MASHABLE
Mars, a world that once gushed with water, is today 1,000 times drier than Earth’s driest desert. Yet some ice still flows, slowly, on the Martian ground.
NASA‘s Mars-orbiting satellite, the Mars Reconnaissance Orbiter, carries a powerful camera called the High Resolution Imaging Experiment (HiRISE) that captures rich imagery of the Red Planet’s surface (it’s the “most powerful camera ever sent to another planet,” the HiRISE team explains). Recently, planetary scientists used HiRISE to snap an image of a glacier-like “icy flow,” taken from 184 miles above Mars’ surface.
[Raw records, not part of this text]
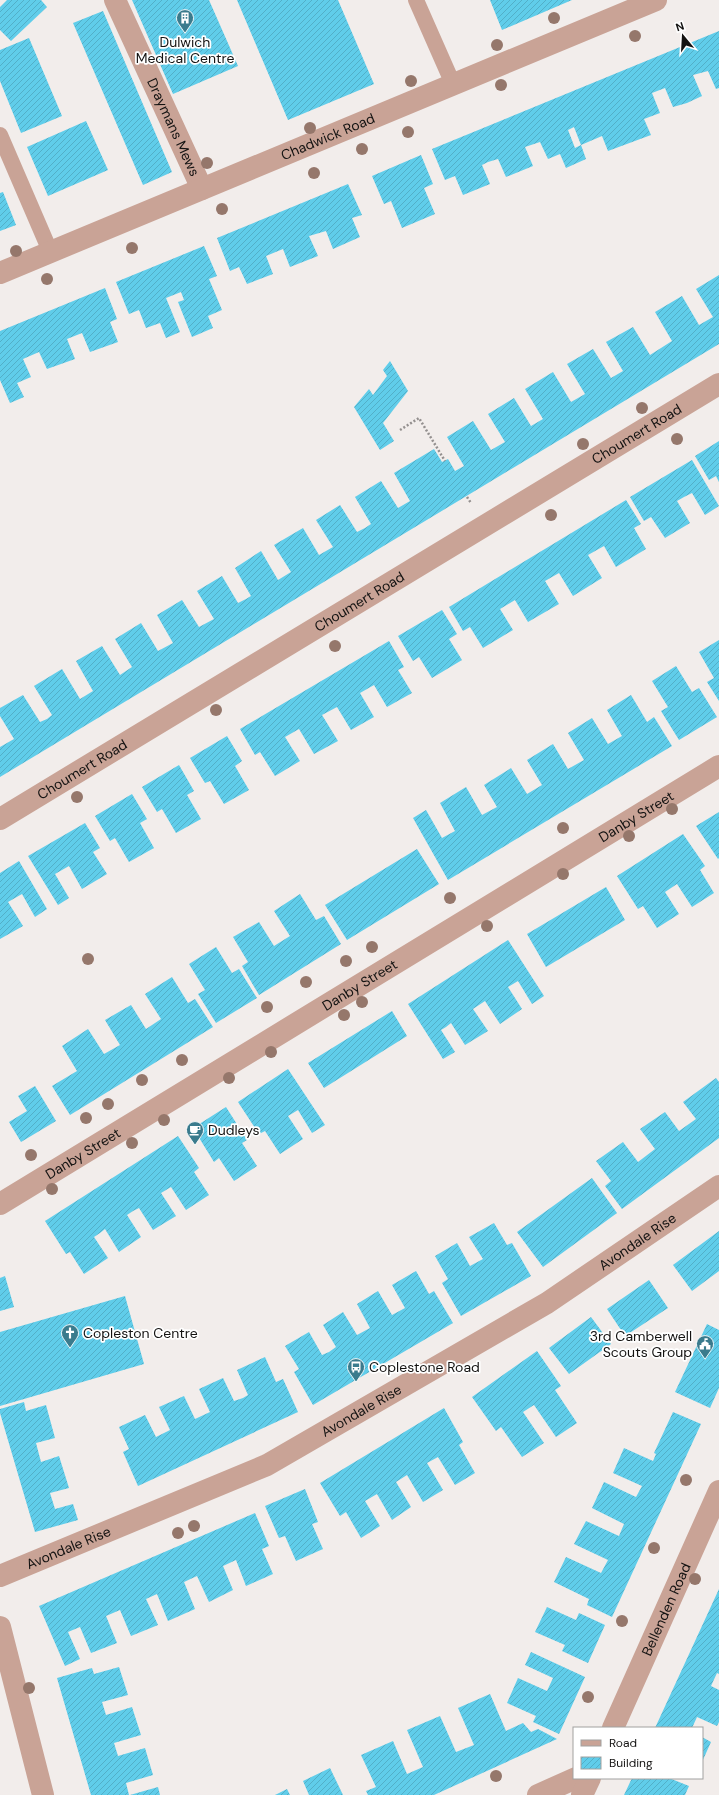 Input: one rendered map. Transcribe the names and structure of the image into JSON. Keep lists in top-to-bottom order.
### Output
{
  "streets": {
    "street": [
      "Draymans Mews",
      "Chadwick Road",
      "Choumert Road",
      "Danby Street",
      "Avondale Rise",
      "Bellenden Road"
    ]
  },
  "crossings": [
    ["Draymans Mews", "Chadwick Road"]
  ],
  "places": {
    "building": ["Dulwich Medical Centre"],
    "cafe": ["Dudleys"],
    "church": ["Copleston Centre"],
    "public building": ["3rd Camberwell Scouts Group"],
    "bus stop": ["Coplestone Road"]
  },
  "legend": ["Road", "Building"],
  "north": "top"
} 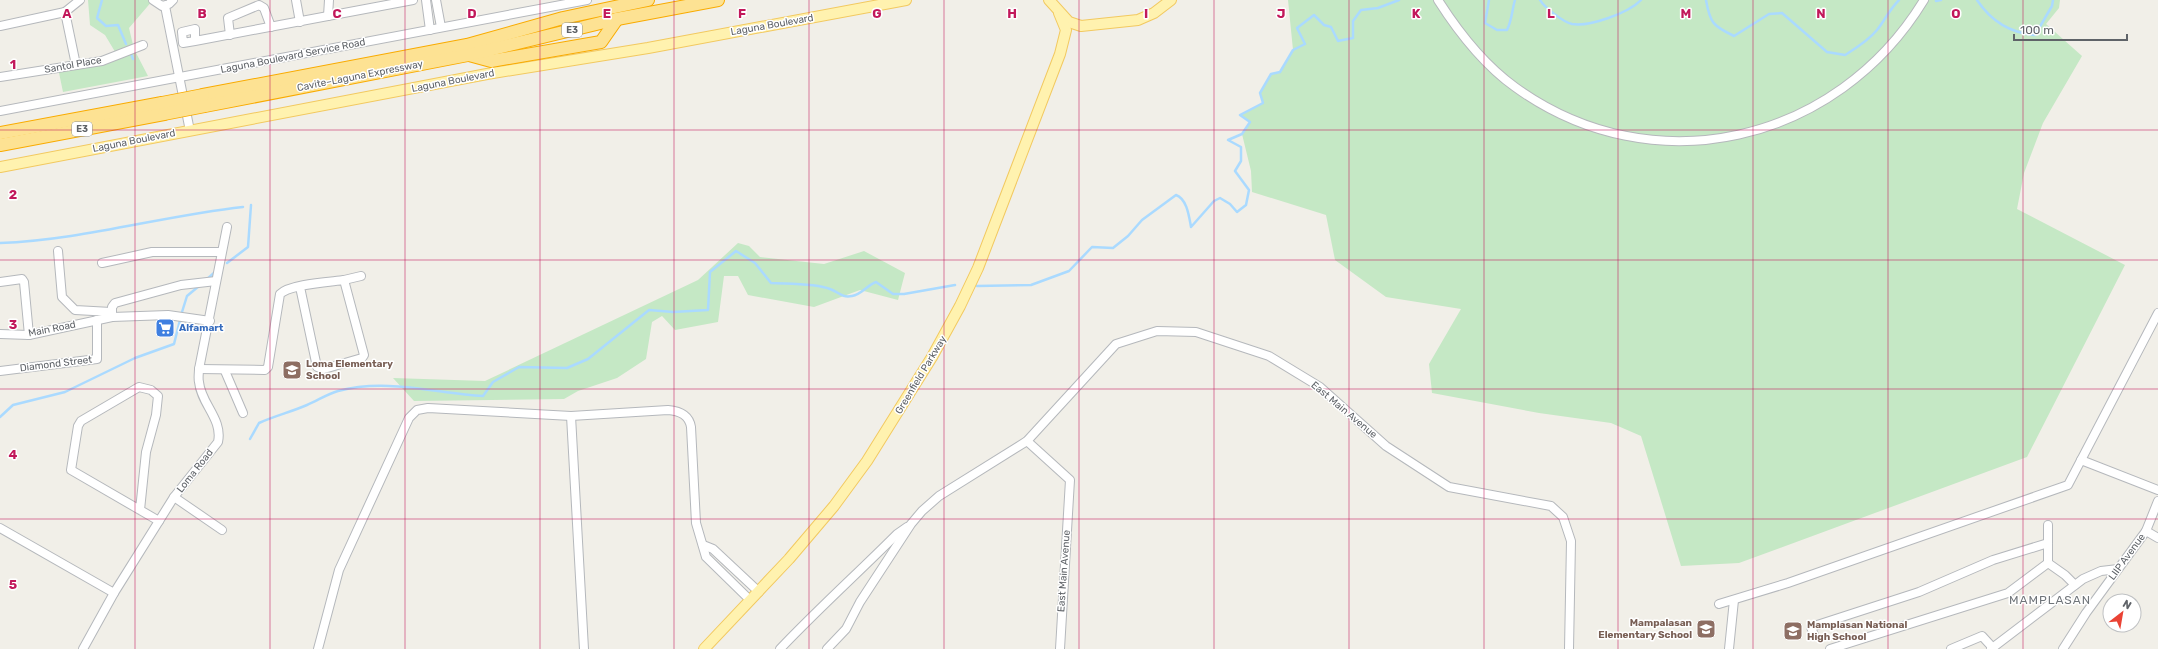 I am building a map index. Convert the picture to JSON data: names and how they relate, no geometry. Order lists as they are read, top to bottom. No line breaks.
{"streets":{"highway":["E3","Cavite–Laguna Expressway"],"main road":["Laguna Boulevard","Greenfield Parkway"],"street":["Laguna Boulevard Service Road","Santol Place","Main Road","Diamond Street","East Main Avenue","Loma Road","LIIP Avenue"]},"crossings":[["Main Road","Diamond Street"]],"districts":["MAMPLASAN"],"places":{"supermarket":["Alfamart"],"school or university":["Loma Elementary School","Mampalasan Elementary School","Mamplasan National High School"]},"scale_bar":"100 m","north":"top right","grid":{"columns":["A","B","C","D","E","F","G","H","I","J","K","L","M","N","O"],"rows":["1","2","3","4","5"]}}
Frozen ice doesn’t only exist in the frigid Martian poles.
“The surface of Mars is littered with examples of glacier-like landforms,” Mike Mellon, a Mars geologist and co–investigator of the HiRISE project, explained online. “While surface ice deposits are mostly limited to the polar caps, patterns of slow, viscous flow abound in many non-polar regions of Mars.”
The image below was taken at 37 latitude, a “temperate” region of Mars.
Ice flow on Mars
This ice is moving slowly. It tends to form on rocky debris inside valleys and craters.
“As ice flows downhill, rock and soil are plucked from the surrounding landscape and ferried along the flowing ice surface and within the icy subsurface,” Mellon explained. “While this process is gradual, taking perhaps thousands of years or longer, it creates a network of linear patterns that reveal the history of ice flow.”
Even when the ice melts or evaporates away, the rock flows remain, leaving telltale signs of Mars’ diminished, but still active, geologic activity.
Still, this ice is a far cry from Mars’ days as a water world, when lakes sprawled over the land and streams ran through river deltas. Today, NASA’s Perseverance rover is scouring the river delta in Mars’ Jezero Crater for possible hints of past, primitive life — should any have ever existed.